» **REQUIREMENT**: Find the lines below that contain the word "scale" and count them. Only the number should be given.

####################

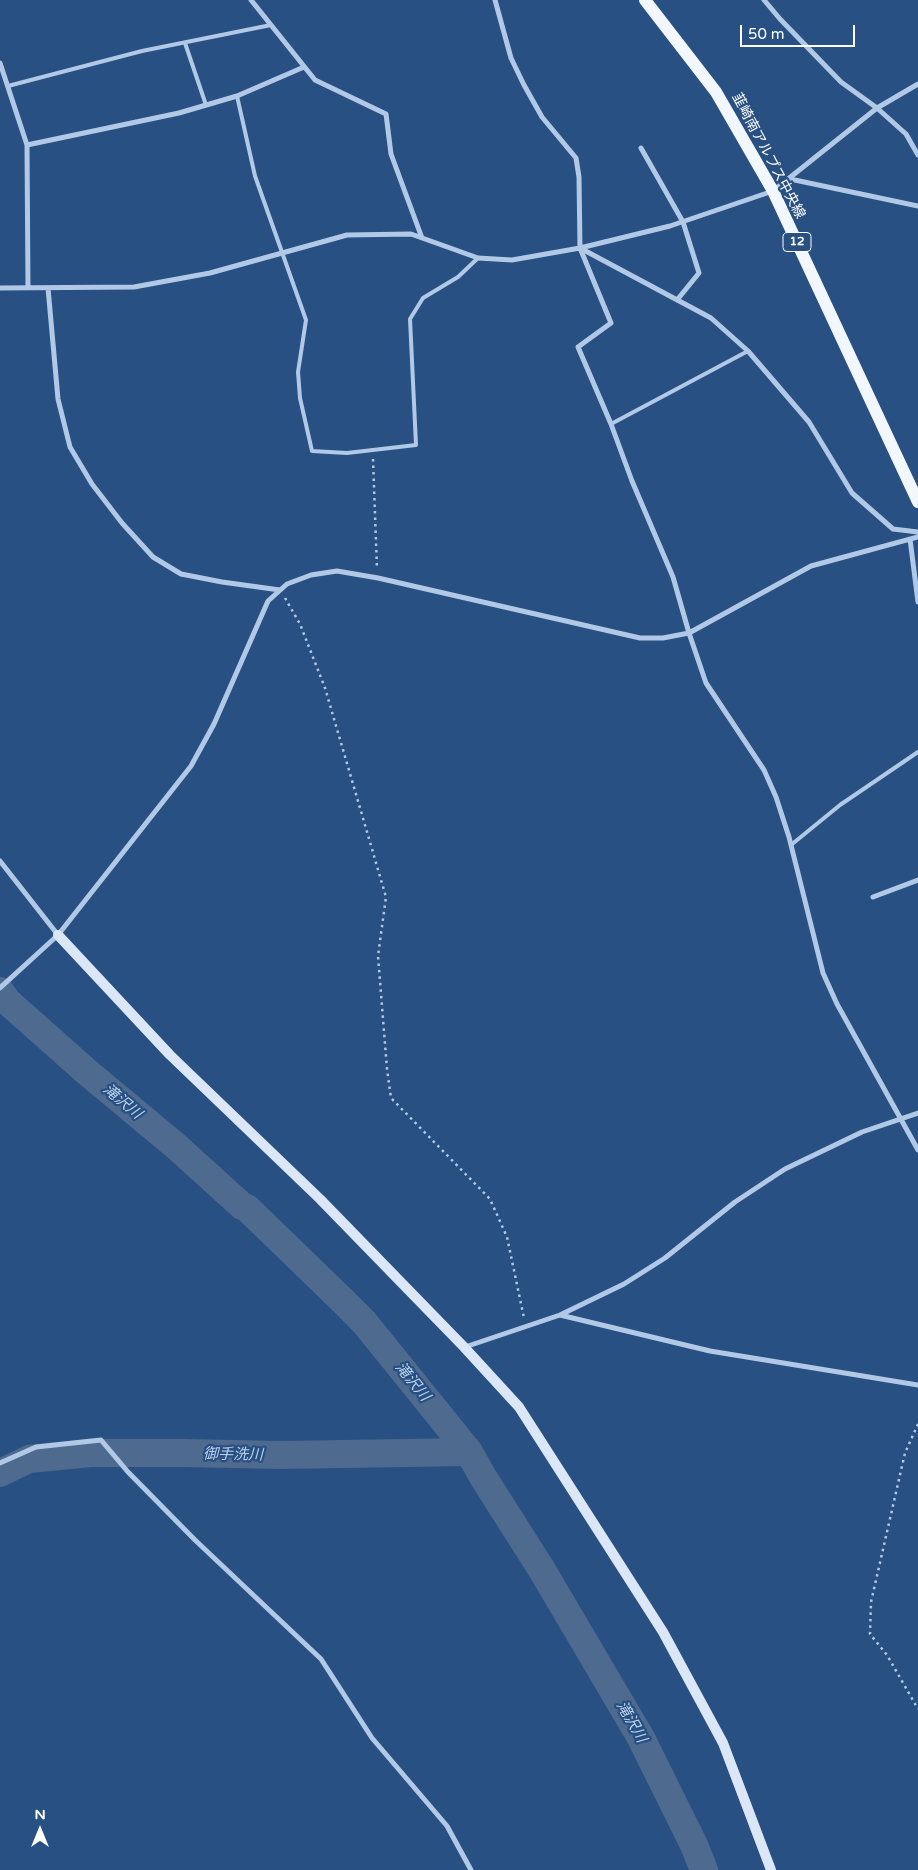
<!DOCTYPE html>
<meta charset="utf-8">
<style>
body{margin:0}
#map{position:relative;width:918px;height:1870px;overflow:hidden;background:#285082;font-family:"Varela Round",sans-serif}
canvas{display:block}
.north{position:absolute;left:15px;top:1805px;width:50px;height:50px;-webkit-text-stroke:4px #285082;paint-order:stroke;rotate:0deg;font-size:14px;font-weight:700;line-height:20px;text-align:center;color:#fff}
.north::after{content:'';display:block;margin:auto;width:18px;height:22px;background:#fff;clip-path:polygon(50% 0,100% 100%,50% 72%,0 100%)}
.scale{position:absolute;left:740px;top:25px;width:115px;height:22px;box-sizing:border-box;border:2px solid #fff;border-top:0;padding-left:6px;font-size:15px;line-height:18px;white-space:nowrap;color:#fff;-webkit-text-stroke:4px #285082;paint-order:stroke}
</style>
<div id="map">
<canvas width="918" height="1870"></canvas>
<div class="north">N</div>
<div class="scale">50 m</div>
</div>
<script>
const ctx = document.querySelector('canvas').getContext('2d');
ctx.lineJoin = 'round';
function shape(rows) {
  const path = new Path2D();
  for (const r of rows) {
    path.moveTo(r[0], r[1]);
    for (let i = 2; i < r.length; i += 2) path.lineTo(r[i], r[i + 1]);
  }
  return path;
}
function strokePath(path, color, width, dash) {
  ctx.strokeStyle = color;
  ctx.lineWidth = width;
  ctx.lineCap = dash ? 'butt' : 'round';
  ctx.setLineDash(dash || []);
  ctx.stroke(path);
}
function label(font, color, halo, rows, align = 'center') {
  ctx.font = font + ' "Varela Round","Noto Sans JP",sans-serif';
  ctx.lineWidth = 4.5;
  ctx.setLineDash([]);
  ctx.textBaseline = 'middle';
  ctx.strokeStyle = halo;
  ctx.fillStyle = color;
  for (const [text, x, y, turn = 0] of rows) {
    ctx.save();
    ctx.translate(x, y);
    ctx.rotate((+turn || 0) * Math.PI / 180);
    ctx.textAlign = isNaN(turn) ? turn : align;
    if (halo) ctx.strokeText(text, 0, 0);
    ctx.fillText(text, 0, 0);
    ctx.restore();
  }
}
strokePath(shape([
 [0,991,8,1002,87,1072,177,1147,242,1206,247,1208,344,1302,364,1322,469,1452,483,1477,542,1570,641,1738,694,1845,704,1870],
 [0,1473,29,1459,91,1453,184,1453,280,1455,469,1452]
]), '#4e6b8f', 28);
strokePath(shape([
 [373,459,377,569],
 [285,598,300,624,325,688,386,897,378,956,387,1069,391,1098,490,1199,507,1237,524,1318],
 [918,1424,905,1453,871,1602,870,1634,887,1655,918,1709]
]), '#b1c9e6', 2.5, [2.5, 4]);
strokePath(shape([
 [185,43,206,105],
 [8,86,142,51,271,25],
 [237,96,255,176,306,320,298,372,300,398,312,451,347,453,416,445,410,319,423,298,458,277,478,258],
 [611,424,748,351],
 [791,845,840,805,918,752]
]), '#b1c9e6', 4);
strokePath(shape([
 [251,0,315,80,386,114,391,154,422,238],
 [495,0,511,58,524,85,542,117,576,158,579,177,580,248,611,323,578,347,611,424,632,481,673,577,689,633,706,683,764,770,776,797,789,837,823,973,837,1004,918,1150],
 [764,0,780,19,841,82,877,108,906,134,918,155],
 [0,63,27,145,28,288],
 [27,145,179,113,237,96,304,67],
 [641,148,683,222,699,273,677,300],
 [790,179,918,206],
 [580,248,711,318,748,351,809,422,852,493,893,529,918,532],
 [0,288,134,287,210,273,347,235,411,234,478,258,512,260,580,248,670,226,773,191,877,108,918,84],
 [48,288,58,399,70,447,92,484,122,523,153,557,181,574,222,582,280,590],
 [910,539,918,602],
 [0,861,58,935],
 [873,897,918,880],
 [0,988,58,935,191,766,214,724,268,601,287,584,311,575,337,571,378,578,640,638,663,638,689,633,811,566,918,537],
 [560,1315,710,1351,918,1385],
 [465,1347,560,1315,624,1284,665,1258,735,1202,785,1169,862,1132,918,1113],
 [0,1463,36,1447,101,1440,128,1472,195,1540,321,1659,372,1738,447,1826,471,1870]
]), '#b1c9e6', 5);
strokePath(shape([
 [58,935,170,1055,320,1199,464,1347,519,1407,663,1632,723,1743,771,1870]
]), '#dbe7f6', 10);
strokePath(shape([
 [645,0,716,92,773,191,918,502]
]), '#f2f7fd', 12);
for (const [x, y, w] of [
 [797,242,28]
]) {
  const box = new Path2D();
  box.roundRect(x - w / 2, y - 9.5, w, 19, 4);
  ctx.fillStyle = '#285082';
  ctx.fill(box);
  strokePath(box, '#fff', 1);
}
label('bold 12px', '#fff', null, [
 ["12",797,242]
]);
label('14px', '#fff', '#285082', [
 ["韮崎南アルプス中央線",768,156,62]
]);
label('italic 15px', '#bdd3ee', '#285082', [
 ["滝沢川",122,1102,40],
 ["滝沢川",412,1382,51],
 ["御手洗川",233,1455,1],
 ["滝沢川",631,1722,60]
]);
</script>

####################

» **ANSWER SPACE**: 2